Copy the data verbatim and leave out every picture.
*** Block opens ***
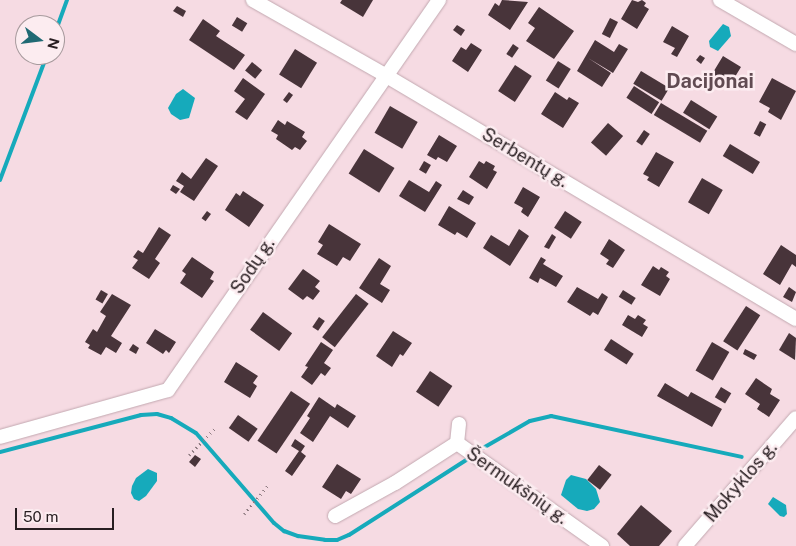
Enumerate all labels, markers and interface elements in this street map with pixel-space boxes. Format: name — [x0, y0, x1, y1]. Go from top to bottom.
north arrow — [15, 15, 65, 65]
text: N — [44, 36, 63, 51]
district label: Dacijonai — [666, 69, 754, 93]
street label: Serbentų g. — [478, 124, 572, 192]
street label: Sodų g. — [226, 234, 280, 298]
street label: Mokyklos g. — [700, 437, 782, 527]
street label: Šermukšnių g. — [462, 443, 572, 529]
scale bar — [18, 498, 116, 530]
text: 50 m — [23, 508, 58, 525]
*** Block closes ***
YOUR SOLUTION
Enumerate all labels, markers and interface elements in this street map with pixel-space boxes. Format: name — [x0, y0, x1, y1]. Go from top to bottom.
north arrow — [15, 15, 65, 65]
text: N — [44, 36, 63, 51]
district label: Dacijonai — [666, 69, 754, 93]
street label: Serbentų g. — [478, 124, 572, 192]
street label: Sodų g. — [226, 234, 280, 298]
street label: Mokyklos g. — [700, 437, 782, 527]
street label: Šermukšnių g. — [462, 443, 572, 529]
scale bar — [18, 498, 116, 530]
text: 50 m — [23, 508, 58, 525]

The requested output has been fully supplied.